Give back, word for word, only the lines from the opening of the records through the one with "position:absolute; left:1632px; top:1008px;". Pictures stay out.

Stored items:
= = = =
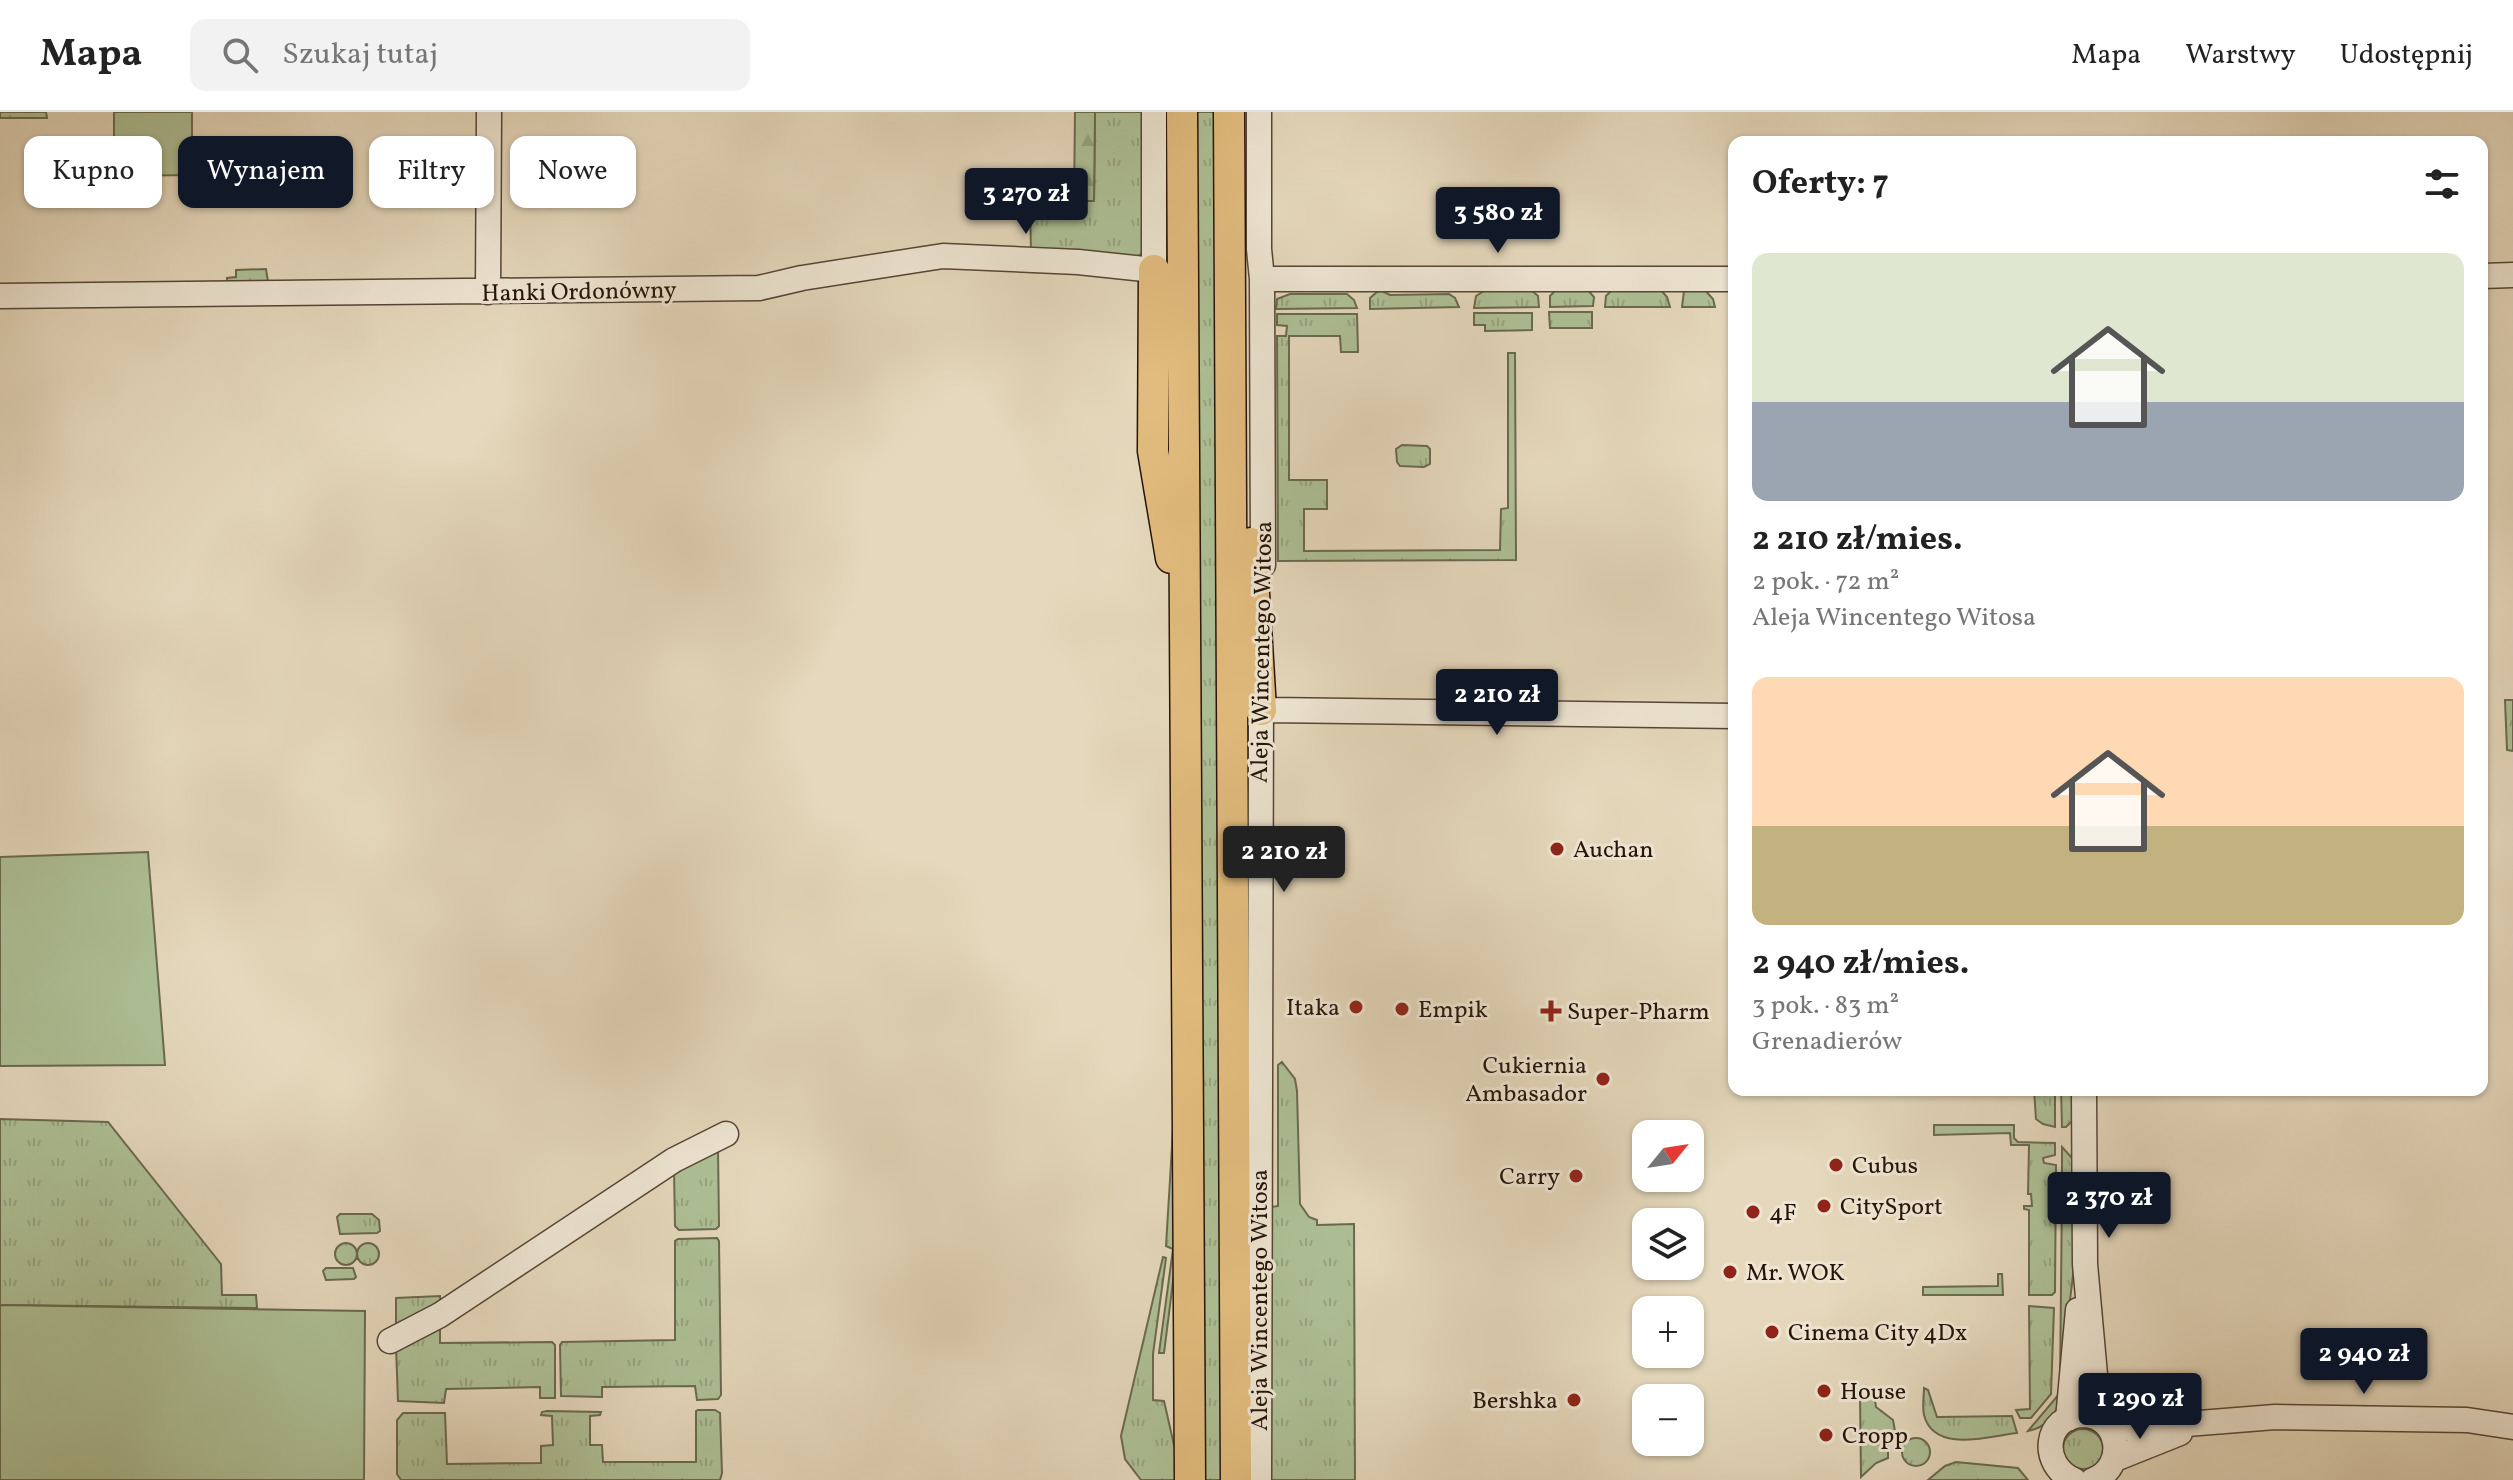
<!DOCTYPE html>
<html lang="pl">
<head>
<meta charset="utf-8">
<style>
  :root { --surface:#fff; --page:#f2f2f2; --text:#222; --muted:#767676; --line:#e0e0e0; --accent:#111827 }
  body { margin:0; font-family:Vollkorn,serif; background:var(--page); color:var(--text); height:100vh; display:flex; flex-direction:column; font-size:30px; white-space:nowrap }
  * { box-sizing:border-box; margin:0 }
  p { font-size:26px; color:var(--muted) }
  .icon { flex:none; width:44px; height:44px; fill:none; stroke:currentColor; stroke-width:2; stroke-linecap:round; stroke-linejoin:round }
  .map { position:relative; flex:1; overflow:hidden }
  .details { position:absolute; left:1728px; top:24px; width:760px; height:960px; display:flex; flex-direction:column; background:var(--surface); border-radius:16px; box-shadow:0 2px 6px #0004 }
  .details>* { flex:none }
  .banner { position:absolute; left:24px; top:24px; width:760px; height:72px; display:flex; gap:16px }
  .needle { width:52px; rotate:60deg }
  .buttons { position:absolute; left:1632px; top:1008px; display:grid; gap:16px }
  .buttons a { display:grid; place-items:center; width:72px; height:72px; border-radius:16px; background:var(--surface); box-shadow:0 2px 6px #0004; font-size:40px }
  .price { position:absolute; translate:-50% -68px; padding:0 18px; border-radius:8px; background:var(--accent); color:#fff; font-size:26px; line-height:52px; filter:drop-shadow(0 2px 4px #0008) }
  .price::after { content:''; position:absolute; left:50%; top:48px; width:24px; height:18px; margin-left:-12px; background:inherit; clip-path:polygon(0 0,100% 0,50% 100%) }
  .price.selected { background:#222; color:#fff }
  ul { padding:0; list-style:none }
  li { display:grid; align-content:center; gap:16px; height:424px; padding:0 24px }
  li span { display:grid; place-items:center; height:248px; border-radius:16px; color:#555 }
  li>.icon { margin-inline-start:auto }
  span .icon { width:144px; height:144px; fill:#fffc; stroke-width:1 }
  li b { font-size:34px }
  h2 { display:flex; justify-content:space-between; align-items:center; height:96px; padding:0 24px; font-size:34px }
  .tag { padding:0 28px; border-radius:16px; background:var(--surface); box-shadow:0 2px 6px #0004; font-size:28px; line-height:72px }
  .tag.selected { background:var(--accent); color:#fff }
  header { display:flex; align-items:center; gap:48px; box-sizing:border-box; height:112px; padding:0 40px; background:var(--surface); border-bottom:2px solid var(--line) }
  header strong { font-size:38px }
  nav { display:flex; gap:44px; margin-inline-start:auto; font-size:28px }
  .search { width:560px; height:72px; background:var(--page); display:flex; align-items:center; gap:20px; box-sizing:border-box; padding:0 28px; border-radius:16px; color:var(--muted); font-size:30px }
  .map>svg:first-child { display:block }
  .grass { fill:url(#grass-tufts); stroke:#6a6a50; stroke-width:2 }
  .forest { fill:url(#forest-firs); stroke:#6a6a50; stroke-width:2 }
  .green { fill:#aec096; stroke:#6a6a50; stroke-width:2 }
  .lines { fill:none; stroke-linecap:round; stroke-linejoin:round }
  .minor-casing { stroke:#564536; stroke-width:27 }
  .major-casing { stroke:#261409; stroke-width:33 }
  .minor { stroke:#eee6d3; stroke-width:24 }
  .major { stroke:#e2bc7e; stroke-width:30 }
  .poi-dot { fill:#8f2418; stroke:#eee6d3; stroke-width:3 }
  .labels { text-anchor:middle; stroke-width:6; stroke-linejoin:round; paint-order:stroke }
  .street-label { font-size:24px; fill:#261409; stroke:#eee6d3 }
  .poi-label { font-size:24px; fill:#261409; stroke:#eee6d3; text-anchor:start }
</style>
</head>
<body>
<header>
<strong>Mapa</strong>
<div class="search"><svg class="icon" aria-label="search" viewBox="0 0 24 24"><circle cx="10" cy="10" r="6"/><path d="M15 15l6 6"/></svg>Szukaj tutaj</div>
<nav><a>Mapa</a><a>Warstwy</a><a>Udostępnij</a></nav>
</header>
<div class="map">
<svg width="2513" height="1368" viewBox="0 0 2513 1368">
  <defs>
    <pattern id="grass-tufts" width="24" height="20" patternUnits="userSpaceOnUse" patternTransform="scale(2)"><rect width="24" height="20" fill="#aec096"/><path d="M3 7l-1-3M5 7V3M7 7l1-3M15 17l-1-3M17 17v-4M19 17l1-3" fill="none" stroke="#96a480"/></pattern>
    <pattern id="forest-firs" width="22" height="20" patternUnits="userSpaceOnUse" patternTransform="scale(2)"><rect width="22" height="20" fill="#aec096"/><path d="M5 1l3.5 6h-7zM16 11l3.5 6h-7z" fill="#96a480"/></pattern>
  </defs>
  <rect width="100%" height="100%" fill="#e5d8bc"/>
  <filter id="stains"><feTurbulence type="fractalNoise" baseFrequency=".0025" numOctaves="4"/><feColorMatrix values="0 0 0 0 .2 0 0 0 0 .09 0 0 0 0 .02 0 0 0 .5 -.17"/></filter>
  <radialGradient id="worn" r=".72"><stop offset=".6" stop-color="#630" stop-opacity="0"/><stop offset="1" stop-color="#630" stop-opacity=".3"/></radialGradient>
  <path class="grass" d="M1095 0H1147V128L1141 142 1135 146 1031 142 1030 88 1094 89Z
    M1190 0H1219L1226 1368H1201Z
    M266 157 268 170 227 169V166L236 165V158Z
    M1586 176 1594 185 1593 194 1550 195V184L1557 177Z
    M1613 177H1660L1667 185 1670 195H1605L1606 184Z
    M1704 177 1713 187 1715 195H1682L1684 179Z
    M1531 178 1538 184 1539 195 1474 196 1476 184 1484 179Z
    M1382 179 1390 183 1449 182 1455 186 1459 195 1370 197V186L1377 180Z
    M1290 182H1347L1354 188 1357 196 1276 197 1277 187Z
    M1549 200H1592V216H1550Z
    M1474 201H1532V218L1485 219V213H1474Z
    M1277 202H1357L1358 240H1341L1340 224H1289V368H1327V397H1304V439L1500 438 1501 397 1508 396V241H1515L1516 448 1278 449 1277 224H1286L1287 214 1277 213Z
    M1402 333 1427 334 1430 337V352L1424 355 1400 354 1397 350 1396 337Z
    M2505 588H2513V639L2507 638Z
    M1282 950 1295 967 1297 979 1300 1092 1309 1105 1317 1108V1113L1354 1112 1355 1368H1271L1267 1306 1271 1095 1278 1094V953Z
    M2034 978H2055V1015L2043 1012 2036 1007Z
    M2061 978H2072L2073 1008 2066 1015H2062Z
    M1175 984 1178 1130 1164 1241H1159L1173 1137 1166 1134Z
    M0 1007 108 1010 221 1152 222 1183H256L257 1196 0 1193Z
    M1934 1013H2014V1026L2018 1030 2055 1031V1043L2043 1046 2044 1051 2056 1053 2055 1180 2052 1183H2029V1098L2024 1097V1094H2032L2031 1082H2028L2029 1033H2011L2010 1021 1934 1023Z
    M2062 1035 2072 1046V1068H2066L2062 1063Z
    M718 1037 719 1114 716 1117 679 1118 675 1114 674 1058Z
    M2067 1077H2073V1163L2060 1271 2062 1082Z
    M340 1102H372L379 1108 380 1119 377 1121 340 1122 337 1105Z
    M717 1126 719 1129 721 1283 718 1287 697 1288 695 1274 602 1275V1285L561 1284 560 1233 562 1230 675 1228V1129L678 1127Z
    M335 1142a11 11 0 1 1 22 0a11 11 0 1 1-22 0Z
    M357 1142a11 11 0 1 1 22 0a11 11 0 1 1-22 0Z
    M1163 1145 1166 1146 1153 1242V1288L1164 1289 1179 1355 1178 1368H1141L1125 1347 1121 1324Z
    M326 1156H353L356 1165 354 1167 326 1168 323 1159Z
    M1998 1162H2002L2003 1183H1923V1175L1998 1174Z
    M440 1184 441 1195 396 1214V1186Z
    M2029 1194 2054 1196 2051 1282 2031 1306H2020L2016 1298 2030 1297Z
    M440 1215V1231L552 1230 555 1233V1286H540V1275L446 1277 444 1291 398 1289 396 1235Z
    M1924 1276 1928 1278 1937 1305 2012 1304 2017 1321C1990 1324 1934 1342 1924 1303 1922 1295 1924 1284 1924 1276Z
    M2060 1281C2059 1301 2048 1315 2028 1319Z
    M1874 1282 1876 1295 1893 1308 1895 1319 1888 1334V1346L1876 1351 1861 1365 1860 1283Z
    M698 1298H715L720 1301 722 1361 720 1368H401L397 1362V1308L403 1301H445L447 1352 541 1351V1334L553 1333 552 1304 541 1303 542 1300 547 1299 601 1300 600 1303 590 1304V1333H602L603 1350H696V1299Z
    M2063 1337a20 20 0 1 1 40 0a20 20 0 1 1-40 0Z
    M1902 1340a14 14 0 1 1 28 0a14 14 0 1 1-28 0Z
    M1956 1350 2018 1356 2028 1368H1928L1945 1354Z"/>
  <path class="forest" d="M0 0H46L47 6H0Z
    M1075 0H1095L1094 89H1074Z"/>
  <path class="green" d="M114 0H192V63L114 64Z
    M148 740 165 953 0 954V745Z
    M0 1193 365 1199 364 1368H0Z"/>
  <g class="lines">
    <g class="minor-casing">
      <path id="minor" d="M1259 0V137L1262 167 1263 453
        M2482 164 2513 163
        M1262 167H1734
        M488 180 489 0
        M0 184 759 176 802 166 943 144 1078 150 1154 158V0
        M1261 598 1734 604
        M2084 978 2085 1152 2099 1307
        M390 1229 440 1203 674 1048 726 1022
        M2068 1307 2078 1198
        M2111 1318 2275 1305 2467 1308 2513 1315
        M2115 1347 2180 1321
        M1259 1368 1261 582
        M2074 1368C2039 1353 2044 1303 2084 1303 2121 1304 2127 1356 2093 1368"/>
    </g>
    <g class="major-casing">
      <path id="major" d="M1182 0 1190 1368
        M1229 0 1236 1368
        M1154 158 1153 339 1171 446
        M1251 431 1261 598"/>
    </g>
    <use href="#minor" class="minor"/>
    <use href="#major" class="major"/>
  </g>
  <g class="poi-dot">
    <circle cx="1557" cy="737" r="8"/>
    <circle cx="1356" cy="895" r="8"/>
    <circle cx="1402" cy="897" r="8"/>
    <path d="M1547 887h8v8h8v8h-8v8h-8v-8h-8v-8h8z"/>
    <circle cx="1603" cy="967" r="8"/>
    <circle cx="1836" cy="1053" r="8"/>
    <circle cx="1576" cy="1064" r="8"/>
    <circle cx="1824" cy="1094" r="8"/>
    <circle cx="1753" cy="1100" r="8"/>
    <circle cx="1730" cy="1160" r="8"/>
    <circle cx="1772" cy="1220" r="8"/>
    <circle cx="1824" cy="1279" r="8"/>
    <circle cx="1574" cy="1288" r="8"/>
    <circle cx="1826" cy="1323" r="8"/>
  </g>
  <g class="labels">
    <g class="street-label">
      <text transform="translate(579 179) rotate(-1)" y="8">Hanki Ordonówny</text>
      <text transform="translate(1261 540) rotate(-89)" y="8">Aleja Wincentego Witosa</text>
      <text transform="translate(1259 1188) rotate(-90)" y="8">Aleja Wincentego Witosa</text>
    </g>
    <g class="poi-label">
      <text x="1573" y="745">Auchan</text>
      <text x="1340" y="903" text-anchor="end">Itaka</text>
      <text x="1418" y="905">Empik</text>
      <text x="1567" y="907">Super-Pharm</text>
      <text x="1587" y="961" text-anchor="end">Cukiernia<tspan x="1587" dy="28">Ambasador</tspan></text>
      <text x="1852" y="1061">Cubus</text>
      <text x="1560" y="1072" text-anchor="end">Carry</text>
      <text x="1840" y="1102">CitySport</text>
      <text x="1769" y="1108">4F</text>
      <text x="1746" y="1168">Mr. WOK</text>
      <text x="1788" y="1228">Cinema City 4Dx</text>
      <text x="1840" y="1287">House</text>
      <text x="1558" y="1296" text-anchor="end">Bershka</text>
      <text x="1842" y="1331">Cropp</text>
    </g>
  </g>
  <rect width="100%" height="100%" filter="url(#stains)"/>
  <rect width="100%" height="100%" fill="url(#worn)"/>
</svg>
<div class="buttons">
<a><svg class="needle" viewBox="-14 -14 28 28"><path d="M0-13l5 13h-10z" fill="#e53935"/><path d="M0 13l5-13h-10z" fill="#767676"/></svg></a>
<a><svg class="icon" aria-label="layers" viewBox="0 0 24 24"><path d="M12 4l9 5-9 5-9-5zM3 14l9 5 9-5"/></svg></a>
<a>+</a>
<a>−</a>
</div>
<b class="price" style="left:1026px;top:124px">3 270 zł</b>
<b class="price" style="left:1498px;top:143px">3 580 zł</b>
<b class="price" style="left:1497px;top:625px">2 210 zł</b>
<b class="price selected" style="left:1284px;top:782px">2 210 zł</b>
<b class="price" style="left:2109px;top:1128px">2 370 zł</b>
<b class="price" style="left:2364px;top:1284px">2 940 zł</b>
<b class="price" style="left:2140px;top:1329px">1 290 zł</b>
<div class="banner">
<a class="tag">Kupno</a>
<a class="tag selected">Wynajem</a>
<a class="tag">Filtry</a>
<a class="tag">Nowe</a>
</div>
<section class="details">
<h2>Oferty: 7<svg class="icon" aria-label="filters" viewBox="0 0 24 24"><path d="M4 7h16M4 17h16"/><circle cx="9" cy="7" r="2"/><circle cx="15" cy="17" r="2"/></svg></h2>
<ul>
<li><span style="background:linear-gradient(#dfe7d0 60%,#9aa5b1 0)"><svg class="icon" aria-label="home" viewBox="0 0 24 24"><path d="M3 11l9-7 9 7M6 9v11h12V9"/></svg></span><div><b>2 210 zł/mies.</b><p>2 pok. · 72 m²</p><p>Aleja Wincentego Witosa</p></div></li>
<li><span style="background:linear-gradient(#ffd9b3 60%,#c2b280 0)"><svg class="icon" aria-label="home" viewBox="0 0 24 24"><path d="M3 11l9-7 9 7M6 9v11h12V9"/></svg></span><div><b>2 940 zł/mies.</b><p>3 pok. · 83 m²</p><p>Grenadierów</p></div></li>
</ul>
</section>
</div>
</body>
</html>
= = = =
Finished task
<!DOCTYPE html>
<html lang="pl">
<head>
<meta charset="utf-8">
<style>
  :root { --surface:#fff; --page:#f2f2f2; --text:#222; --muted:#767676; --line:#e0e0e0; --accent:#111827 }
  body { margin:0; font-family:Vollkorn,serif; background:var(--page); color:var(--text); height:100vh; display:flex; flex-direction:column; font-size:30px; white-space:nowrap }
  * { box-sizing:border-box; margin:0 }
  p { font-size:26px; color:var(--muted) }
  .icon { flex:none; width:44px; height:44px; fill:none; stroke:currentColor; stroke-width:2; stroke-linecap:round; stroke-linejoin:round }
  .map { position:relative; flex:1; overflow:hidden }
  .details { position:absolute; left:1728px; top:24px; width:760px; height:960px; display:flex; flex-direction:column; background:var(--surface); border-radius:16px; box-shadow:0 2px 6px #0004 }
  .details>* { flex:none }
  .banner { position:absolute; left:24px; top:24px; width:760px; height:72px; display:flex; gap:16px }
  .needle { width:52px; rotate:60deg }
  .buttons { position:absolute; left:1632px; top:1008px; display:grid; gap:16px }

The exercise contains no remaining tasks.